Joy Ride

It is a joy to watch “Joy Ride,” a thriller that appears fresh not by breaking the rules but by actually following them. Since most thrillers ignore matters of logic, character and pacing, “Joy Ride” is an innovation because it doesn’t.

It’s about a college student named Lewis (Paul Walker) who embarks on a spring break road trip to see about turning his relationship with his life-long friend Venna (Leelee Sobieski) into something less platonic.

On the way from California to Colorado, he stops in Salt Lake City to fetch his estranged brother Fuller (Steve Zahn), who is in jail for being drunk and disorderly. The two haven’t had much to do with each other in recent years, but they get along well enough. Fuller is promising to clean himself up and be a little more responsible.

He takes a step or two backward, though, when he installs a CB radio — “a prehistoric Internet” — in Lewis’ car and convinces Lewis to help him play pranks with it. Lewis adopts a falsetto voice and tells a gruff-sounding trucker called “Rusty Nail” that he’s a gorgeous woman named Candy Cane who is waiting to meet him at a Wyoming motel.

They give him the number of the room next to theirs so they can peer through the window at the hilarity when he shows up and is met by someone who has no idea what’s going on. Alas, Rusty Nail turns out to be psychotic and nearly kills the guy (don’t worry, we’ve already been shown that he’s a jerk). Next thing you know, he’s calling for Candy Cane on the radio and hunting down the guys responsible for embarrassing him. Let the deadly games of cat-and-mouse begin!

The most noticeable thing that sets “Joy Ride” apart is its sense of humor: It has one, and it’s not ironic. Casting Steve Zahn — one of the funniest men on the planet — in the lead role was good thinking, but the script (by Clay Tarver and Jeffrey Abrams) is full of funny lines anyway, and none of them is about scary movies. No self-referential, post-“Scream” dialogue about how characters in movies always act, or how the bad guys are never as dead as you think they are. The humor is here because the characters are like real people who crack jokes sometimes and get scared other times.

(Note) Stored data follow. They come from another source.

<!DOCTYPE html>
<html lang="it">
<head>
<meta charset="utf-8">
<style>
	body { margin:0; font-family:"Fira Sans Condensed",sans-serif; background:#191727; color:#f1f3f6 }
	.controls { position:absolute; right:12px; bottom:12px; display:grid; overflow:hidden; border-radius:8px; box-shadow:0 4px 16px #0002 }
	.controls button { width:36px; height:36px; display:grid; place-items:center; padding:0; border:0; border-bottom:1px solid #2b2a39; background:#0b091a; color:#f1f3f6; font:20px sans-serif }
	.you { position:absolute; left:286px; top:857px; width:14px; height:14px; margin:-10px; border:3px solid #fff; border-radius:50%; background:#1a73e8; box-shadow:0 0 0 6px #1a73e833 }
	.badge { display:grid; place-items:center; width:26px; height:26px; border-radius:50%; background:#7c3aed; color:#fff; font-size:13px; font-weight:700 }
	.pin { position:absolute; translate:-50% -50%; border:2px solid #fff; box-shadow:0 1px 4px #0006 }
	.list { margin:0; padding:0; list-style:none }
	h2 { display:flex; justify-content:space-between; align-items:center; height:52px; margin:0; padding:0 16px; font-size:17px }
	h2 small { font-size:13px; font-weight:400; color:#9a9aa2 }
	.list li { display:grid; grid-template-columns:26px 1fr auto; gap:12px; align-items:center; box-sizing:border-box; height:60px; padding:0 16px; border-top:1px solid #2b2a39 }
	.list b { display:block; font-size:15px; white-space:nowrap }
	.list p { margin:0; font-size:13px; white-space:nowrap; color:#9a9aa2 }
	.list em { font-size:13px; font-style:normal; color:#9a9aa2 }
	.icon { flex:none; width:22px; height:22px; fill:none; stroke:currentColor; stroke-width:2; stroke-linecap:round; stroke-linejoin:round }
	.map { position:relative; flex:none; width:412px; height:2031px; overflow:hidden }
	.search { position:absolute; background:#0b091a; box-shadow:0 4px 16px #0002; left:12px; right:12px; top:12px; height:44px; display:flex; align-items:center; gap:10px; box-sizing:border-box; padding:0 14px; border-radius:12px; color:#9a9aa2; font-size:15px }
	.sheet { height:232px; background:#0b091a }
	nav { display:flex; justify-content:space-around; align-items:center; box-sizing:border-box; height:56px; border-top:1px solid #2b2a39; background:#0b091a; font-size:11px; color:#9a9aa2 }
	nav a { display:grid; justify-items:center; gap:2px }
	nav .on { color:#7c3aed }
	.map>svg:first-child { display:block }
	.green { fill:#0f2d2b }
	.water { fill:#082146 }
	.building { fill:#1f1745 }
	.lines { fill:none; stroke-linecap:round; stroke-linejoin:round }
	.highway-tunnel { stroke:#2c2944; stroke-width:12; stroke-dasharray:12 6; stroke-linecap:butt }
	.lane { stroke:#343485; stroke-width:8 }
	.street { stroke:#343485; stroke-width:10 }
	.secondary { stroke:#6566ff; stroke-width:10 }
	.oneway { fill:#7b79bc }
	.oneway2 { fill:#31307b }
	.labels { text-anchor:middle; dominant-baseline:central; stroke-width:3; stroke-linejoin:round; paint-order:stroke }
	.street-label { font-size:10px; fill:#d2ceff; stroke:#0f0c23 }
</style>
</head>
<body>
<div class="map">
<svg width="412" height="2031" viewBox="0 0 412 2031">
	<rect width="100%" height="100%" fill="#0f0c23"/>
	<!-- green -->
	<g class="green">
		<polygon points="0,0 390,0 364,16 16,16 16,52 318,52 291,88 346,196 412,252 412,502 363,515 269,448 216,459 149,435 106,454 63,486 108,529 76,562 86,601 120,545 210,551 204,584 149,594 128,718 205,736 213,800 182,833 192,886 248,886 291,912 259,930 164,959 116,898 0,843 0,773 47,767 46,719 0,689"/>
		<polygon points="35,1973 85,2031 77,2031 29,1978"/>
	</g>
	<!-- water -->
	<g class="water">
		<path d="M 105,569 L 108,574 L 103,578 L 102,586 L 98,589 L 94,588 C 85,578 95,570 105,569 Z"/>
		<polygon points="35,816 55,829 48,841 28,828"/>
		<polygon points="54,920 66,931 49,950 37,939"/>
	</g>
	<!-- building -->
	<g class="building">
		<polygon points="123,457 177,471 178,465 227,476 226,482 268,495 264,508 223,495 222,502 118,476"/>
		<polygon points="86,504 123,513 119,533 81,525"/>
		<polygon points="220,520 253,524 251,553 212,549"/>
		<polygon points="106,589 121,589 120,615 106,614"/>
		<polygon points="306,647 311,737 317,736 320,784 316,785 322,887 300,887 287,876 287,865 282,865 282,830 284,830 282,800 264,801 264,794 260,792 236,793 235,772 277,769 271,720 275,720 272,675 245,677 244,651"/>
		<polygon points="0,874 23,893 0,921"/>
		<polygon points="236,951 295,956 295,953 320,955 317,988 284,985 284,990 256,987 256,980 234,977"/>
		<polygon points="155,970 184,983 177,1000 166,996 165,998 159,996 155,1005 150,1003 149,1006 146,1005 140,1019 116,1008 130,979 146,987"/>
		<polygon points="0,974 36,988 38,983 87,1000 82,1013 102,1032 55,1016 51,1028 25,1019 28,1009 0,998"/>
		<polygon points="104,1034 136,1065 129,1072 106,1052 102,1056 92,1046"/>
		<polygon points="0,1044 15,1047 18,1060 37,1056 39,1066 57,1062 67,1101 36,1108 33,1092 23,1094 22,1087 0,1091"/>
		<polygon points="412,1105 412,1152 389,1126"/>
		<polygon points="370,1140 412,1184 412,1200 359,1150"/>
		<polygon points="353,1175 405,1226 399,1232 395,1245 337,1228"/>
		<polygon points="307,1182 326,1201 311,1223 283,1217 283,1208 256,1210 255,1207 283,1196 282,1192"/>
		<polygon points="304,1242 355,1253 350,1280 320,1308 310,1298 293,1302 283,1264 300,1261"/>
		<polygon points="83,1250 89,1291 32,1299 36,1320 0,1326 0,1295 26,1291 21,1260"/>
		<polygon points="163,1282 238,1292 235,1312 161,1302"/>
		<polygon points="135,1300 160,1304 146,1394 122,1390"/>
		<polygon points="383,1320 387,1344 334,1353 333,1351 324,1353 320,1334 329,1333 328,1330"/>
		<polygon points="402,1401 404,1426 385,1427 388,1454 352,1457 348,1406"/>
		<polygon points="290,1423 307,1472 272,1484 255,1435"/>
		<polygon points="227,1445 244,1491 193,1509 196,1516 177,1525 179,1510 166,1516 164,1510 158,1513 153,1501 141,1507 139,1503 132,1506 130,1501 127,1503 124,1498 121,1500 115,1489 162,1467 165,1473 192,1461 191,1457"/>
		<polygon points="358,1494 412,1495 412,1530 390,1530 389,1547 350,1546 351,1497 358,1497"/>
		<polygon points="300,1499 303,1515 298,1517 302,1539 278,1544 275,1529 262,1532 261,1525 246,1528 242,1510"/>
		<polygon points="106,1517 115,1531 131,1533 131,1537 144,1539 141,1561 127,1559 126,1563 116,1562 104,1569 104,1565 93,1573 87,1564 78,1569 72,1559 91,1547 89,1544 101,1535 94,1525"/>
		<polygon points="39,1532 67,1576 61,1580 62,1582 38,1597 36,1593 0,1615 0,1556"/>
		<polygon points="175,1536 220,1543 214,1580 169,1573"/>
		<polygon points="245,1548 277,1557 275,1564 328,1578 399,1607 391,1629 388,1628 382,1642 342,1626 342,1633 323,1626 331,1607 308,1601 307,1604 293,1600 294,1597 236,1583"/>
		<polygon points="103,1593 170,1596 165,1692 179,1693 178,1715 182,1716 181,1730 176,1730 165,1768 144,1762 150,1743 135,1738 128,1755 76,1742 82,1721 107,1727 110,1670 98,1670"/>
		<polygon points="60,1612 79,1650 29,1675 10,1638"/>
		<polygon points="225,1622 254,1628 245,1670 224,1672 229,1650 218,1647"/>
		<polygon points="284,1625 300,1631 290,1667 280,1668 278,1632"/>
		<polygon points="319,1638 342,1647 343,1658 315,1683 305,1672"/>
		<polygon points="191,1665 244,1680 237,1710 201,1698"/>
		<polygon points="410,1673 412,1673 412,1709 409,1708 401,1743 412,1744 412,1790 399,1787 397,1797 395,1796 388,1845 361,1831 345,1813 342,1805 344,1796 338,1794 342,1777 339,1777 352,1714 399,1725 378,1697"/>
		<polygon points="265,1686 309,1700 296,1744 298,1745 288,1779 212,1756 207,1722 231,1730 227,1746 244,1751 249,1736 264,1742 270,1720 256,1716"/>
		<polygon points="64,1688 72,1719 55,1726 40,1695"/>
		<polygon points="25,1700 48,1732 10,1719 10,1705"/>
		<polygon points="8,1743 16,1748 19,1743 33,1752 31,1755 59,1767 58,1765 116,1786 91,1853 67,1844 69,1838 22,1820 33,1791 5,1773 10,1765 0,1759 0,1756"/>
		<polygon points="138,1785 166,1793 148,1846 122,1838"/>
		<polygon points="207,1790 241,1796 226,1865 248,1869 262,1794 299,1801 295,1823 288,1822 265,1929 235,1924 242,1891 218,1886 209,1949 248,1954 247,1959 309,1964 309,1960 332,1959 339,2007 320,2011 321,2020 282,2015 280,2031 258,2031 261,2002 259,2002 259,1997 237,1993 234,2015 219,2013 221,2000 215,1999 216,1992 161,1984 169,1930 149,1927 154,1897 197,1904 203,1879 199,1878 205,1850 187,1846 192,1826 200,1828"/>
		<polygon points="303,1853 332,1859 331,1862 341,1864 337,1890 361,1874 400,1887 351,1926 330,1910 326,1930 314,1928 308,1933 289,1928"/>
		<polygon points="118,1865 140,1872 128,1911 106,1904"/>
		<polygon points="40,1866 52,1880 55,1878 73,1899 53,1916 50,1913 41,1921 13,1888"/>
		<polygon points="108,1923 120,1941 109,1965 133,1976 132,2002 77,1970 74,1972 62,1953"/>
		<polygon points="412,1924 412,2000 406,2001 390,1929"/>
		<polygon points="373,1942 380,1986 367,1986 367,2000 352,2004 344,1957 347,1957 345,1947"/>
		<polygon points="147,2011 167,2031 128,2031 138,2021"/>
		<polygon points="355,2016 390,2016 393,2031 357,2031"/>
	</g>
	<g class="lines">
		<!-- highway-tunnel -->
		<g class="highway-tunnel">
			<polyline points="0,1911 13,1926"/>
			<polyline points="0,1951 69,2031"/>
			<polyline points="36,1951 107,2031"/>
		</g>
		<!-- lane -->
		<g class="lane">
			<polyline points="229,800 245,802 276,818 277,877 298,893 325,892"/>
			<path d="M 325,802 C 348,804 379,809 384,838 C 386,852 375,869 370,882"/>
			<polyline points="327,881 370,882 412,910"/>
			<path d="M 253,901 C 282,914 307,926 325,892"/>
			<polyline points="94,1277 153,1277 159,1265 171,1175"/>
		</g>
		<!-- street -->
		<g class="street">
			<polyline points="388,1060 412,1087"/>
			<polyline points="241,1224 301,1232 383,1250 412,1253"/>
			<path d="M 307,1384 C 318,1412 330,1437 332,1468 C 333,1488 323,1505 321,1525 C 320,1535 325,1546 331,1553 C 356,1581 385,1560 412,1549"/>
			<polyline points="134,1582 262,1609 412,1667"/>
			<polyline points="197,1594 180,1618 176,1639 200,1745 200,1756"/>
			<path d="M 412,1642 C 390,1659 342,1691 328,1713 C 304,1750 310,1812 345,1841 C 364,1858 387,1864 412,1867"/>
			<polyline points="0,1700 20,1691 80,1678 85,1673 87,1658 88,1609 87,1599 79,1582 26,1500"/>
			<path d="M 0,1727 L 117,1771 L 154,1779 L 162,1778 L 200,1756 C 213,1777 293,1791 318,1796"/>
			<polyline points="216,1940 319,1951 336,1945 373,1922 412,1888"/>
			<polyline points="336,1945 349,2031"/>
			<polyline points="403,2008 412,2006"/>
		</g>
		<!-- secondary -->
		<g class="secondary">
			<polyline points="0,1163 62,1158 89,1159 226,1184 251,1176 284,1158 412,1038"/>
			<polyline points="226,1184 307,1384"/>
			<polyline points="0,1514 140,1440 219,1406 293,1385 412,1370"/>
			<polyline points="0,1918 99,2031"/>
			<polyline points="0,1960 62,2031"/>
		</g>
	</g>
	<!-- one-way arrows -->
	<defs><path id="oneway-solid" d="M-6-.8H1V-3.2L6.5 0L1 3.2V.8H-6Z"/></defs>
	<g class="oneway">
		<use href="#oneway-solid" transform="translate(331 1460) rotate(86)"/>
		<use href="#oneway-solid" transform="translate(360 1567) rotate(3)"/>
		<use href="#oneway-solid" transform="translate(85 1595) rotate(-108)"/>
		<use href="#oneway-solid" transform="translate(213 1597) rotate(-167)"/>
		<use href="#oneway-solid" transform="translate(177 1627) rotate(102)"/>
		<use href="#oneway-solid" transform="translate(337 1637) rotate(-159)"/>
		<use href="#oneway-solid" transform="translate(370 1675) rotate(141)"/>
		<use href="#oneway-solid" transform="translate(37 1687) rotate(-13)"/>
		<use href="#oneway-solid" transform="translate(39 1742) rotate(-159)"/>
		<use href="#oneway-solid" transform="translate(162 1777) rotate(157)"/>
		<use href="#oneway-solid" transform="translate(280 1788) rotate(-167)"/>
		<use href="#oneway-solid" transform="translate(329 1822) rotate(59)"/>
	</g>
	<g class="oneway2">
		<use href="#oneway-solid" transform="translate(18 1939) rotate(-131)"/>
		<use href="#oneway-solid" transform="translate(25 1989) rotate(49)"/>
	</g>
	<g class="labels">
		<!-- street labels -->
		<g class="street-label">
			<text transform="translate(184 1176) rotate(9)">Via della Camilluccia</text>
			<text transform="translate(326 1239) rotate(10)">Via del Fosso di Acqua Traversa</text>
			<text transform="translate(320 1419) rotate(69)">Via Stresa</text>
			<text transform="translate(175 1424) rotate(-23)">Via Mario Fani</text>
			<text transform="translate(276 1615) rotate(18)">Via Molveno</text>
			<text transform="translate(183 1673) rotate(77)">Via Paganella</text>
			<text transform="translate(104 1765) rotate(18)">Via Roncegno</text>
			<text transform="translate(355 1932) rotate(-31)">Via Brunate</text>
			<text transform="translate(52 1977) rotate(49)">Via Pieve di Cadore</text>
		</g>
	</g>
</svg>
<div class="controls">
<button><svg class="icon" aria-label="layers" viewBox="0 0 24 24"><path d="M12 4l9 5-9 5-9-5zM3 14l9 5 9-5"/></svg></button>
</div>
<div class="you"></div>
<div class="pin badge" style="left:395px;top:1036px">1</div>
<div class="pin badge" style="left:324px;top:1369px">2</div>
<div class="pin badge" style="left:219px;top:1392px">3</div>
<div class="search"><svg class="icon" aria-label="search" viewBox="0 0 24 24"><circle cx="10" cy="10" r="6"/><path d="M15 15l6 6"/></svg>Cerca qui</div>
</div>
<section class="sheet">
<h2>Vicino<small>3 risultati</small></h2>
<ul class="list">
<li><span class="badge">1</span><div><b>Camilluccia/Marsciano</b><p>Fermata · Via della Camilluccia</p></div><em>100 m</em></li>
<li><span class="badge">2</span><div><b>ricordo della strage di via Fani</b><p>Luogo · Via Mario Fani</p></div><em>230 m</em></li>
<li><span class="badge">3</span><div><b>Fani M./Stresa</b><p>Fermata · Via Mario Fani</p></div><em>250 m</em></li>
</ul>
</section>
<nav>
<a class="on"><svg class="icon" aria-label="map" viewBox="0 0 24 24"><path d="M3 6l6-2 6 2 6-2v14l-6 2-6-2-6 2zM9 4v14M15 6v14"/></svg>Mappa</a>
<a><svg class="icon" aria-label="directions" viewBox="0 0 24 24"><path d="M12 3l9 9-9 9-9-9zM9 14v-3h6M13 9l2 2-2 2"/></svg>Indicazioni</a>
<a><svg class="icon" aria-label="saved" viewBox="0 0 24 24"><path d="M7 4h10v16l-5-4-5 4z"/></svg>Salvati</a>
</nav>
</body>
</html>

The other major difference is that none of the characters does anything particularly stupid. Most horror films are fueled by a protagonist doing something dumb that no real person would ever do, but here, Fuller and Lewis get into their situation rather innocently. Their subsequent behavior is logical, too, which makes the whole thing infinitely scarier. This isn’t a nightmare that could only happen to movie morons. This is something that could happen to smart people like us, too!

Let us also remember this lesson: The less you see of the bad guy, the more frightening he is. Restraint is better than excess.

Steve Zahn’s wit and nice-guy energy go without saying, and Paul Walker delivers a likable performance as his brother. Leelee Sobieski remains winsome and pleasant, too. The trio are a fine ensemble.

Director John Dahl (“Rounders”) maneuvers a snappy U-turn halfway through, where the crisis apparently is averted, but we know better. And then there are a few scenes that would seem irrelevant, except that they’re so much fun. When the action picks up again, we’re not surprised, but we weren’t tapping our feet impatiently, either.

The film’s only downfall is its last 10 seconds. Unsatisfied with a crackerjack movie and a solid conclusion, they had to throw in an unoriginal “twist” that hurts more than it helps. A movie this clever and fun should have had more confidence in itself. Aside from those final 10 seconds, it’s up there among the most enjoyable thrillers in recent memory.